____ GIVEN RECORDS
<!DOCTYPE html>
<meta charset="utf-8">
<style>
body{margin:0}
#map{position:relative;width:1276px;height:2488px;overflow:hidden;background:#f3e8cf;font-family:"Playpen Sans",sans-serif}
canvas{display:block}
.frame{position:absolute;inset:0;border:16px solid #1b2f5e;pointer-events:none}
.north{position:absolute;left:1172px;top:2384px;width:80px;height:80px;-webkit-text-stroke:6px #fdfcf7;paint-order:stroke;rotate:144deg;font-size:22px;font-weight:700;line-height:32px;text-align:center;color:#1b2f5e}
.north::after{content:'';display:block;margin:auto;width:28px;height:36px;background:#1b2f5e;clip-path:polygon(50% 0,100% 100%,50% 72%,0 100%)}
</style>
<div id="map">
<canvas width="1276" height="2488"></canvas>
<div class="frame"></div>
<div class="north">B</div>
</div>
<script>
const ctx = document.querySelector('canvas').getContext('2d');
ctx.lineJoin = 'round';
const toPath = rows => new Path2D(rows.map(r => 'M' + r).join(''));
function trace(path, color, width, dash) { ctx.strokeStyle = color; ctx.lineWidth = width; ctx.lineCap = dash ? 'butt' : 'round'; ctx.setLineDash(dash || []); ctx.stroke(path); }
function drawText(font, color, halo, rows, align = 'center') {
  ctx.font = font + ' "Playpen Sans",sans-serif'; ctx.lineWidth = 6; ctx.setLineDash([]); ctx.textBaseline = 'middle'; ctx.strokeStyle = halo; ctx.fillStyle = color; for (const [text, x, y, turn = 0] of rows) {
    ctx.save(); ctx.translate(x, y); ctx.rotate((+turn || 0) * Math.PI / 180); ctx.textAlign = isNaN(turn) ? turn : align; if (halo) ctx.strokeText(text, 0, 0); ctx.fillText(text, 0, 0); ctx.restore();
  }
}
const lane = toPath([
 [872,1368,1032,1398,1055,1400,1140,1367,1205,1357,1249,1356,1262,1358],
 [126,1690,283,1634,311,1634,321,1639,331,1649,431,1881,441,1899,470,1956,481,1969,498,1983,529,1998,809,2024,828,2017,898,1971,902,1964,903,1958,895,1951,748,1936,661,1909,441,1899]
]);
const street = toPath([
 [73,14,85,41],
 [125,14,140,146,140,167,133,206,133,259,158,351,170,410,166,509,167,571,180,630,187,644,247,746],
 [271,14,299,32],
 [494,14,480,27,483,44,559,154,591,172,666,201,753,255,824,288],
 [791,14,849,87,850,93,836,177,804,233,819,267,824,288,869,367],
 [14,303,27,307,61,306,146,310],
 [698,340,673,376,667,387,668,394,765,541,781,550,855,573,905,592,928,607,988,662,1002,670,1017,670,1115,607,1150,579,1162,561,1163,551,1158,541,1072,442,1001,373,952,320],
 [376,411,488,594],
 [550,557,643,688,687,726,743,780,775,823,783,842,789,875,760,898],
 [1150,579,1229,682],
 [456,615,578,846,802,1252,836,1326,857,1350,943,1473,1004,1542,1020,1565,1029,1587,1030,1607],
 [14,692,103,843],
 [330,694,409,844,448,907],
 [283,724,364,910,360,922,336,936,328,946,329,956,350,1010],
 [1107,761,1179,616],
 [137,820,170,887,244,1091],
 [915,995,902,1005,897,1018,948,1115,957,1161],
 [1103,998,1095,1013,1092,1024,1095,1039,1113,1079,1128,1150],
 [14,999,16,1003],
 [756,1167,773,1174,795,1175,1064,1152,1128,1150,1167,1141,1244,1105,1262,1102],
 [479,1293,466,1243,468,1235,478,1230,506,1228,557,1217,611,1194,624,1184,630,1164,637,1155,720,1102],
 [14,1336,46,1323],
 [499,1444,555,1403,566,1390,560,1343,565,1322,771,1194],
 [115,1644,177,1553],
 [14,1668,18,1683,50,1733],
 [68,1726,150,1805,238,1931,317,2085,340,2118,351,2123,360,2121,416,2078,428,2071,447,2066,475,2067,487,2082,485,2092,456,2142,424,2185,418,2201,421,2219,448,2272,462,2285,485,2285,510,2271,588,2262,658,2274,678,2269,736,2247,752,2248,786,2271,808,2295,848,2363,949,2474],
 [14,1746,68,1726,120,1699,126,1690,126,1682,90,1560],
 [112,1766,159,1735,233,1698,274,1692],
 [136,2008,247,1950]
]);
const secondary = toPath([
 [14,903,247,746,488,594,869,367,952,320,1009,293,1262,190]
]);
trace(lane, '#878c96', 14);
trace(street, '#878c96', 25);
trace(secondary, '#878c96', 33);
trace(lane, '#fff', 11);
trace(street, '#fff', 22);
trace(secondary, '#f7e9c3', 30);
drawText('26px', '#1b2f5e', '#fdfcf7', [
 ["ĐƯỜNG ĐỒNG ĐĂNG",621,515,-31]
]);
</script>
________
____ GIVEN RECORDS
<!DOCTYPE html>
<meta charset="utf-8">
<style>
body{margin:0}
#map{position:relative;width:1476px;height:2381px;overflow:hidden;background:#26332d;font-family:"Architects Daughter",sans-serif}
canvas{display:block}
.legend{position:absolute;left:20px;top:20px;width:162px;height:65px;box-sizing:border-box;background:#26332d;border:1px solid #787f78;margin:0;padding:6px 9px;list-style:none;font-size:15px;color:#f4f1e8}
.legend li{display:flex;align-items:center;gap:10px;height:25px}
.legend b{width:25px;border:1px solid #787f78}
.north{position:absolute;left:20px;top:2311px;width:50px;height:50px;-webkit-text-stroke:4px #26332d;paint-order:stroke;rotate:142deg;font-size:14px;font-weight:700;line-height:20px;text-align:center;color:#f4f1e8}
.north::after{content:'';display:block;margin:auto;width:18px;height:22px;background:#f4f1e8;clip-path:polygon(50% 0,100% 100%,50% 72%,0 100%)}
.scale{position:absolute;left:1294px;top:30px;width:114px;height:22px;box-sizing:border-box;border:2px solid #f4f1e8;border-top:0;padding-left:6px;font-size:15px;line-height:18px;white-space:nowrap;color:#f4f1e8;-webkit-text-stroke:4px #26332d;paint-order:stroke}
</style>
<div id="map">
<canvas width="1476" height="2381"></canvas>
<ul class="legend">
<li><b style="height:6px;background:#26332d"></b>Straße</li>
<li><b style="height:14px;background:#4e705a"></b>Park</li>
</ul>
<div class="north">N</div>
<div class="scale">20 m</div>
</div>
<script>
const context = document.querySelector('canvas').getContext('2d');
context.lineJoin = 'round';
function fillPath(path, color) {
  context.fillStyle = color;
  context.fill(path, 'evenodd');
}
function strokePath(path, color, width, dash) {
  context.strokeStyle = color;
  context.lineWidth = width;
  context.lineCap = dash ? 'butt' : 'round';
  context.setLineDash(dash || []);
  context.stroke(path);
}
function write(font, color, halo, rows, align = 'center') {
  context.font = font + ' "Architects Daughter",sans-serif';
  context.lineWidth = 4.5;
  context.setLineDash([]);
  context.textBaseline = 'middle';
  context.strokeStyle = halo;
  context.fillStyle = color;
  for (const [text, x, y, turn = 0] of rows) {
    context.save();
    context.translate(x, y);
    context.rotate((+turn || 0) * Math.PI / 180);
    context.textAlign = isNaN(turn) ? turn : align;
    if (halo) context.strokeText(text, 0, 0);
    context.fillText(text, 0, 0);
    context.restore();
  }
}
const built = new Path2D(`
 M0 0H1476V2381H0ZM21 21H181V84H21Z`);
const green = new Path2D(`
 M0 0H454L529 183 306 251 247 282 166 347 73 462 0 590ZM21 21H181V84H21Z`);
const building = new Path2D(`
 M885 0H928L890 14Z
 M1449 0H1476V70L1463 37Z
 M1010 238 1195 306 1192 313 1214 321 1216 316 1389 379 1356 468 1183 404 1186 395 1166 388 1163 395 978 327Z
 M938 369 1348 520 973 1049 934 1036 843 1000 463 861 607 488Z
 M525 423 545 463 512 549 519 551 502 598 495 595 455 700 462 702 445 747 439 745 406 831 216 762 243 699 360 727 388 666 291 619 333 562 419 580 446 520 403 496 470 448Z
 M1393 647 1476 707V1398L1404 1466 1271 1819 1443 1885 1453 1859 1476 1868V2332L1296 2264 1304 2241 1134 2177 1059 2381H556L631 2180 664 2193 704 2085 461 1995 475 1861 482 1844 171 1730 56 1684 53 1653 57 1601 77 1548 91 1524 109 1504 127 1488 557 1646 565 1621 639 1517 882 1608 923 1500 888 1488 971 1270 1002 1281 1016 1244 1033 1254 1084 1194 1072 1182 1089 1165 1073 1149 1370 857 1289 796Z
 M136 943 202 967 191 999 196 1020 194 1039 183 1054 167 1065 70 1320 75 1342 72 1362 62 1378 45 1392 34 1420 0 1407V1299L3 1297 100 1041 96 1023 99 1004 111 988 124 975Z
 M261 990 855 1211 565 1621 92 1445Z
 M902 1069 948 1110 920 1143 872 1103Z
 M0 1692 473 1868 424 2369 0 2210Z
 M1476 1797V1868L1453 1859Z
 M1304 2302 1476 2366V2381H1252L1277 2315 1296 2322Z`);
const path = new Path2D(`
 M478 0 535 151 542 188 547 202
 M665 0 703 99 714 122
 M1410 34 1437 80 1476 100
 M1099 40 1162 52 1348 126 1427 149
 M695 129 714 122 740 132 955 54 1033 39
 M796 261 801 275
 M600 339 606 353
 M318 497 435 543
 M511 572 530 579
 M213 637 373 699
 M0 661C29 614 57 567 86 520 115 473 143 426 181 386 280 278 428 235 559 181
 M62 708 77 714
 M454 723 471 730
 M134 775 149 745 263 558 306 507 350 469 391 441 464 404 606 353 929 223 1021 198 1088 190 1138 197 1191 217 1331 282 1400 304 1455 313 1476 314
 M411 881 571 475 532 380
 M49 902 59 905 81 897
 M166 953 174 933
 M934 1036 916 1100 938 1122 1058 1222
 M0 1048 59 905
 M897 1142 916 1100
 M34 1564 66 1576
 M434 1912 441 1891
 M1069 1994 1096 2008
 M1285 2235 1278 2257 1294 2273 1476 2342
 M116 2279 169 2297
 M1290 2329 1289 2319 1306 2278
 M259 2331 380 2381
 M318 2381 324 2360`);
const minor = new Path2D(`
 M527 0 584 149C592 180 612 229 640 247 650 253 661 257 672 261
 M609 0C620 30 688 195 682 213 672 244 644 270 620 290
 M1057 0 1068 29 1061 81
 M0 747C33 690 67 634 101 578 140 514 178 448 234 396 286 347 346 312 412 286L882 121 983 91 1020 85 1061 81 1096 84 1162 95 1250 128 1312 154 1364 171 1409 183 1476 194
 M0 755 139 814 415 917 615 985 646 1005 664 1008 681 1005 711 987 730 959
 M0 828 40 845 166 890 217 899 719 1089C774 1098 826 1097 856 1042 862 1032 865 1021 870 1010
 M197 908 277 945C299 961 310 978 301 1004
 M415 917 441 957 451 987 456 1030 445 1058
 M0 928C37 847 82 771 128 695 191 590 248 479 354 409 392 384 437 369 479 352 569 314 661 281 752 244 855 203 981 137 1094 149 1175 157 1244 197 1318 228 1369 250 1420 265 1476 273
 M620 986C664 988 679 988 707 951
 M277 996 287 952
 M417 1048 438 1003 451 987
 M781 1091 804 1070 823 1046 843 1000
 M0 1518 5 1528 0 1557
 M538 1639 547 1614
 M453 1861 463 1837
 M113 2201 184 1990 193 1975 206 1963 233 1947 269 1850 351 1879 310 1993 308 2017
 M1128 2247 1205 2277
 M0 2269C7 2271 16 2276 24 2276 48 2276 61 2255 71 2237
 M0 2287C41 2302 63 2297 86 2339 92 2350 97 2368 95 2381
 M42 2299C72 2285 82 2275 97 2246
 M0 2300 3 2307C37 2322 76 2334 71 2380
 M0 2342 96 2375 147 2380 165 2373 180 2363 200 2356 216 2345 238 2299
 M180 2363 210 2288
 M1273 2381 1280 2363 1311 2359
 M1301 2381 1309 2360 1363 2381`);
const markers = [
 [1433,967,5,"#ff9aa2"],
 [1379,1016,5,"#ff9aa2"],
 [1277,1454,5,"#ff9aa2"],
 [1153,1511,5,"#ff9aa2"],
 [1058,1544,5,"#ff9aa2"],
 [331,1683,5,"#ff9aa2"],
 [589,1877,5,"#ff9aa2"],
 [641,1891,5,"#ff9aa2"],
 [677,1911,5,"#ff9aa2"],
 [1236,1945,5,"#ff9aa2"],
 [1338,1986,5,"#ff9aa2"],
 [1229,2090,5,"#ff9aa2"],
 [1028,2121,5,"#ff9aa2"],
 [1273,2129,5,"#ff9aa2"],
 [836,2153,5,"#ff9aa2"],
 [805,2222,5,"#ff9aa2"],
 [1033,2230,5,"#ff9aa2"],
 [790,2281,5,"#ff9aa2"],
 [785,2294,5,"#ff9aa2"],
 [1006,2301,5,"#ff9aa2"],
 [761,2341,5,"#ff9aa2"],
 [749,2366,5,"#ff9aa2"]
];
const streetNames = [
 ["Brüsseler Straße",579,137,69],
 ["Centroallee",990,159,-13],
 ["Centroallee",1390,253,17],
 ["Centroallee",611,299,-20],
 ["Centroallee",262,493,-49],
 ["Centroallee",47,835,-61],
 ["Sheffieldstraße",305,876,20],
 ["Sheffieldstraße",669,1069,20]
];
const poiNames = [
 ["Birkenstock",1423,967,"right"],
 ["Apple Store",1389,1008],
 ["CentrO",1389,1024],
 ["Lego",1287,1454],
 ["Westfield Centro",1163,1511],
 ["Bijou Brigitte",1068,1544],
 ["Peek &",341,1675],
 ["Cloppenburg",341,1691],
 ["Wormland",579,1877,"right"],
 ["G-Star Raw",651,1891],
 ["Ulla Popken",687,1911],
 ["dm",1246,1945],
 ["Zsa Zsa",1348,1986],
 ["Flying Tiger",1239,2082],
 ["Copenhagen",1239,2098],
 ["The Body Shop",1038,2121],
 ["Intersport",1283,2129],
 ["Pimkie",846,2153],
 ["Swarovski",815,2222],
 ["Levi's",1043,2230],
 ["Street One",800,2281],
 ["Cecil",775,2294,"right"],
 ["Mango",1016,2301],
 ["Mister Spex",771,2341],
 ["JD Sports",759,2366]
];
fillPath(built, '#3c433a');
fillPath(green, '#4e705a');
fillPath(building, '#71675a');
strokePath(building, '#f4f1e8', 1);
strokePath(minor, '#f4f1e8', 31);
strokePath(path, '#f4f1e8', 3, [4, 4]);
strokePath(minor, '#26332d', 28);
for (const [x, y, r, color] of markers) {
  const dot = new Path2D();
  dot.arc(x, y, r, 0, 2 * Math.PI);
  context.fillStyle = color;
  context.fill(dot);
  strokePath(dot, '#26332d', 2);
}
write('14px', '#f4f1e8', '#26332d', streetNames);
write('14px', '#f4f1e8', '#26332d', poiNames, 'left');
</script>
________
**WORK ITEM**. Would you output, from the records above, exactly the run of lines that starts at the line containing "context.lineWidth = width;" and ends at the line containing "M938 369 1348", and only that run?

**SOLUTION**.
  context.lineWidth = width;
  context.lineCap = dash ? 'butt' : 'round';
  context.setLineDash(dash || []);
  context.stroke(path);
}
function write(font, color, halo, rows, align = 'center') {
  context.font = font + ' "Architects Daughter",sans-serif';
  context.lineWidth = 4.5;
  context.setLineDash([]);
  context.textBaseline = 'middle';
  context.strokeStyle = halo;
  context.fillStyle = color;
  for (const [text, x, y, turn = 0] of rows) {
    context.save();
    context.translate(x, y);
    context.rotate((+turn || 0) * Math.PI / 180);
    context.textAlign = isNaN(turn) ? turn : align;
    if (halo) context.strokeText(text, 0, 0);
    context.fillText(text, 0, 0);
    context.restore();
  }
}
const built = new Path2D(`
 M0 0H1476V2381H0ZM21 21H181V84H21Z`);
const green = new Path2D(`
 M0 0H454L529 183 306 251 247 282 166 347 73 462 0 590ZM21 21H181V84H21Z`);
const building = new Path2D(`
 M885 0H928L890 14Z
 M1449 0H1476V70L1463 37Z
 M1010 238 1195 306 1192 313 1214 321 1216 316 1389 379 1356 468 1183 404 1186 395 1166 388 1163 395 978 327Z
 M938 369 1348 520 973 1049 934 1036 843 1000 463 861 607 488Z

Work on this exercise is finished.